Try it: The listing below contains a span that opens with the line containing "translate:-50% -50%; white-space:nowrap;" and closes with the line containing "position:absolute; left:20px; top:20px;". Return that span exactly.

Input records:
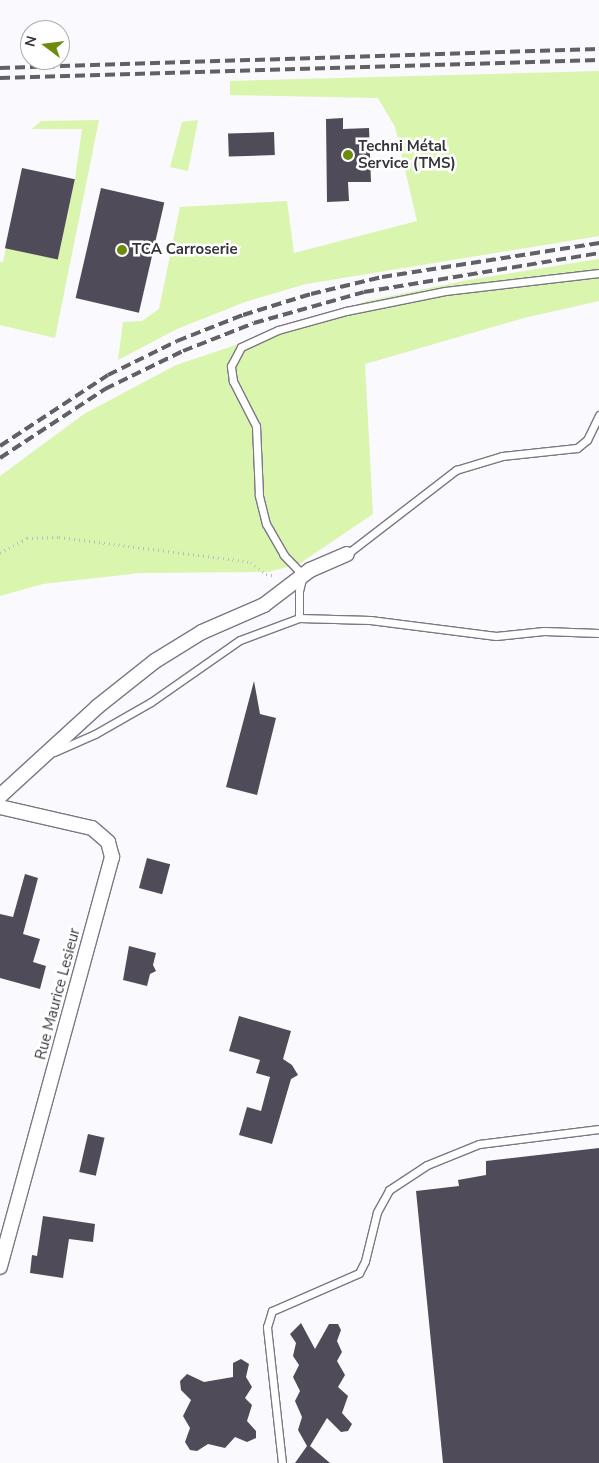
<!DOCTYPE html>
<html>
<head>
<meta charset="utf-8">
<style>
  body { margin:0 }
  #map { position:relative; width:599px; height:1463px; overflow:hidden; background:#faf9fd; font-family:"Nunito Sans",sans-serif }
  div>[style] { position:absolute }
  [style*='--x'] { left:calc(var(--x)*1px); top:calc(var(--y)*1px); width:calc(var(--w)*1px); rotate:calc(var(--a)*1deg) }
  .green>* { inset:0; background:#daf5ad }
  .building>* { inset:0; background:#4f4b59; transform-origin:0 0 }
  .path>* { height:3px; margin-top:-1.5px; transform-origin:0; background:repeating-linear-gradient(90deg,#bdbcc1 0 1px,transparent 0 5px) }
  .roads { filter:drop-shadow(1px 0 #7b7785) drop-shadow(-1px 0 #7b7785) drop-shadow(0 1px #7b7785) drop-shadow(0 -1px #7b7785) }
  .service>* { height:7px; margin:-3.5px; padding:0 3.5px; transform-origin:3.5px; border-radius:3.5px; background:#fff }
  .minor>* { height:14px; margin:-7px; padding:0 7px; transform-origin:7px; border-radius:7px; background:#fff }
  .rail>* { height:4px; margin-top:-2px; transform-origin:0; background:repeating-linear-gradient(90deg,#616065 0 10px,transparent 0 15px) }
  .dots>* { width:14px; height:14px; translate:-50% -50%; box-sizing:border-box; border:2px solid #fff; border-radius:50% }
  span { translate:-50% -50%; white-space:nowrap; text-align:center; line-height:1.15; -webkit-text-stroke:5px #fff; paint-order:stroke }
  .poi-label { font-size:15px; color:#35343a; font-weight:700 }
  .left { translate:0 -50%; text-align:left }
  .street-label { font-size:15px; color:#35343a }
  .north { position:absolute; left:20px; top:20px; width:50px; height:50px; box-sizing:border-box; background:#fff; border:1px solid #aeaeb0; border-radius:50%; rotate:285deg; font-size:14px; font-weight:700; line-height:20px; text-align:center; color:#35343a }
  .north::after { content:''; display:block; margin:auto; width:18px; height:22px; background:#6a8b0c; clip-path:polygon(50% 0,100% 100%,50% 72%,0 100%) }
</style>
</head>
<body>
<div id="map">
  <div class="green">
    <i style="clip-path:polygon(599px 71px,599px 236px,306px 284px,245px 302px,177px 329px,118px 360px,123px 322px,142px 321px,159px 309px,180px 207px,287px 201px,294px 253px,417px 221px,395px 127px,378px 98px,230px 95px,230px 81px)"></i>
    <i style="clip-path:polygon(99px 120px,55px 338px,0 325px,0 262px,3px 262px,6px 248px,58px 258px,75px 179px,82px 129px,32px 129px,41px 121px)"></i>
    <i style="clip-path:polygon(198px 120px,188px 171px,170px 167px,182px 122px)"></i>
    <i style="clip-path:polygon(599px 259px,599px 301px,524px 318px,365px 364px,373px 514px,299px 564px,268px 572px,140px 573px,43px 584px,0 596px,0 476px,84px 414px,176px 365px,367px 301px,468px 280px)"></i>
  </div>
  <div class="building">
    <i style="clip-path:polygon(343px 118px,343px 129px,369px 128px,371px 182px,348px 182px,349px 201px,327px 202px,326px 119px)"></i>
    <i style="left:274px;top:132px;width:23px;height:46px;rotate:88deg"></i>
    <i style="left:22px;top:168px;width:54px;height:82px;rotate:12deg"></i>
    <i style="left:101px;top:188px;width:65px;height:113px;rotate:13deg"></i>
    <i style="clip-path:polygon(254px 681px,260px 714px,276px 718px,257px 795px,226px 787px)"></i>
    <i style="left:147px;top:858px;width:24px;height:31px;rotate:15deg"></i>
    <i style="clip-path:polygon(25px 874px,38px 878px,23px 934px,40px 939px,33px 962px,46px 966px,40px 989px,0 978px,0 914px,13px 917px)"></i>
    <i style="clip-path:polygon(129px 946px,156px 953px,153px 965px,156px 971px,150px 974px,147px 986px,123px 980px)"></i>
    <i style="clip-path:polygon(239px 1016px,291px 1031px,283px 1059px,292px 1065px,298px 1075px,291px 1079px,272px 1144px,239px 1135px,247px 1107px,261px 1111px,270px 1077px,256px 1073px,260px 1060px,229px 1051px)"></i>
    <i style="left:88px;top:1134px;width:17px;height:39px;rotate:13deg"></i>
    <i style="clip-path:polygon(599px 1148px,599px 1463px,443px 1463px,416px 1191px,459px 1186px,458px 1180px,486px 1175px,486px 1161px)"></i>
    <i style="clip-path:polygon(43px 1216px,95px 1224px,93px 1242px,69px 1239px,63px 1278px,30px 1273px,32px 1255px,37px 1256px)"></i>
    <i style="clip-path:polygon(301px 1323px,315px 1349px,329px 1324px,338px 1324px,341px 1330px,337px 1341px,342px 1352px,337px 1361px,345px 1375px,338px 1387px,348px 1396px,342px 1413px,352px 1424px,348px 1431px,341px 1432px,327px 1418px,310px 1446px,330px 1463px,295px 1463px,307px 1446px,298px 1430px,302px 1417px,295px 1401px,300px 1391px,293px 1377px,299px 1365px,293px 1356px,296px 1343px,290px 1334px)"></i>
    <i style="clip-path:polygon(241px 1359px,249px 1364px,246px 1377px,252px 1387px,245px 1398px,252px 1405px,247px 1421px,256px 1431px,256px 1438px,247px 1442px,235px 1437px,225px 1448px,208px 1444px,197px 1451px,190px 1450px,185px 1442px,190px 1428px,183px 1416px,191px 1400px,181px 1390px,180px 1381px,187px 1374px,204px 1382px,233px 1377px,233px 1363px)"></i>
  </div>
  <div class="path">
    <i style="--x:0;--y:553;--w:31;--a:-29"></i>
    <i style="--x:27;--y:538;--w:32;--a:-2"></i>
    <i style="--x:59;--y:537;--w:194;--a:7.4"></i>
    <i style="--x:251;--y:562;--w:19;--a:39"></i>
    <i style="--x:266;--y:574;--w:10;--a:11"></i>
  </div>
  <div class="roads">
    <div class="service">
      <i style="--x:347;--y:554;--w:138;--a:-37.6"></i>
      <i style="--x:456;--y:470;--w:48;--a:-16.9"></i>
      <i style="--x:502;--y:456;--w:75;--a:-6.1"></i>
      <i style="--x:577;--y:448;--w:13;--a:-39"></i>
      <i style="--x:587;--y:440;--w:28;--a:-64"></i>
      <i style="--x:299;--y:618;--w:27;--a:-90"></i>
      <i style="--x:299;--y:591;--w:16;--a:-76"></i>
      <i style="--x:303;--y:575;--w:28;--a:-134"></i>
      <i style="--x:284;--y:555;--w:36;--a:-120"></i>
      <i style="--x:266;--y:524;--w:30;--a:-104"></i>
      <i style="--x:259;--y:495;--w:69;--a:-92.5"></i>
      <i style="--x:256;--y:426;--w:51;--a:-117.1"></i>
      <i style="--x:233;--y:381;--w:15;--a:-98"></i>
      <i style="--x:231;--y:366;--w:21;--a:-62"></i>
      <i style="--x:241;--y:347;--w:41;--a:-24.7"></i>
      <i style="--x:278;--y:330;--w:71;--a:-15.6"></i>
      <i style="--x:346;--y:311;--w:101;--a:-11.4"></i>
      <i style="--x:445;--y:291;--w:155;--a:-6.7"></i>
      <i style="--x:54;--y:752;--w:45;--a:-23.7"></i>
      <i style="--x:95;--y:734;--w:64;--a:-29.7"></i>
      <i style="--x:151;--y:702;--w:108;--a:-34.9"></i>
      <i style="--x:240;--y:640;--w:63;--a:-20.4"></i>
      <i style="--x:299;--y:618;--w:71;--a:1.6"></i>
      <i style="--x:370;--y:620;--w:127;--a:7.2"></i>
      <i style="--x:496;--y:636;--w:48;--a:-5.9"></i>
      <i style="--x:544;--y:631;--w:55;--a:2.1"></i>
      <i style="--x:282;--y:1463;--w:137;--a:-96.3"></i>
      <i style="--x:267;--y:1327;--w:17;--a:-73"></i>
      <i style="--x:272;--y:1311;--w:95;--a:-23.6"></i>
      <i style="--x:359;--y:1273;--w:13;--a:-63"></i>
      <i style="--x:365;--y:1261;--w:50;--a:-76.2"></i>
      <i style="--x:377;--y:1212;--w:25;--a:-61"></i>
      <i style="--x:389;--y:1190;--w:45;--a:-33.3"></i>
      <i style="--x:427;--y:1165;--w:56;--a:-22"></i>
      <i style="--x:479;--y:1144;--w:121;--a:-7.1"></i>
    </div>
    <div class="minor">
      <i style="--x:0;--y:796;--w:132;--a:-42.5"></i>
      <i style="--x:97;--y:707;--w:74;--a:-38.4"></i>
      <i style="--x:155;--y:661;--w:55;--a:-31.7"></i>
      <i style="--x:202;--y:632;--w:68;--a:-23.5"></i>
      <i style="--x:264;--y:605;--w:58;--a:-37.3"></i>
      <i style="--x:310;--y:570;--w:40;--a:-23.4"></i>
      <i style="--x:0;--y:807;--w:94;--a:12.9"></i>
      <i style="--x:92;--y:828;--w:21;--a:41"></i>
      <i style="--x:108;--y:842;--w:16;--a:75"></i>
      <i style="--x:112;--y:857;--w:425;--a:105.3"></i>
    </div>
  </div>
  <div class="rail">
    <i style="--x:0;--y:68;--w:599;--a:-1.82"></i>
    <i style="--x:0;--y:78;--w:599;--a:-1.72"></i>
    <i style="--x:0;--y:446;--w:129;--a:-33.3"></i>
    <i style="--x:108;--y:375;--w:77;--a:-26.2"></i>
    <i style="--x:177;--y:341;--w:71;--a:-21.5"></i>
    <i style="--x:243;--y:315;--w:71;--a:-17.2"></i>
    <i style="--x:311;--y:294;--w:73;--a:-13.5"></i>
    <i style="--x:382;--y:277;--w:220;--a:-8.9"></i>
    <i style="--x:0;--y:458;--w:126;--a:-33.3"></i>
    <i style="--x:105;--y:389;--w:87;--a:-26"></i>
    <i style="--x:183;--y:351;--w:76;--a:-21.5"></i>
    <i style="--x:254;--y:323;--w:114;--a:-15.7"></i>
    <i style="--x:364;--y:292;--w:238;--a:-9.4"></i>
  </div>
  <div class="dots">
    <i style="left:348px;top:155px;background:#6a8b0c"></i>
    <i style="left:122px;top:250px;background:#6a8b0c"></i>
  </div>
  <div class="poi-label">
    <span class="left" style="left:358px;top:155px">Techni Métal<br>Service (TMS)</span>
    <span class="left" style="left:132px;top:250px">TCA Carroserie</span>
  </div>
  <div class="street-label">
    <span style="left:58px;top:994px;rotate:-75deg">Rue Maurice Lesieur</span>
  </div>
  <div class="north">N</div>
</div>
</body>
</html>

Written solution:
  span { translate:-50% -50%; white-space:nowrap; text-align:center; line-height:1.15; -webkit-text-stroke:5px #fff; paint-order:stroke }
  .poi-label { font-size:15px; color:#35343a; font-weight:700 }
  .left { translate:0 -50%; text-align:left }
  .street-label { font-size:15px; color:#35343a }
  .north { position:absolute; left:20px; top:20px; width:50px; height:50px; box-sizing:border-box; background:#fff; border:1px solid #aeaeb0; border-radius:50%; rotate:285deg; font-size:14px; font-weight:700; line-height:20px; text-align:center; color:#35343a }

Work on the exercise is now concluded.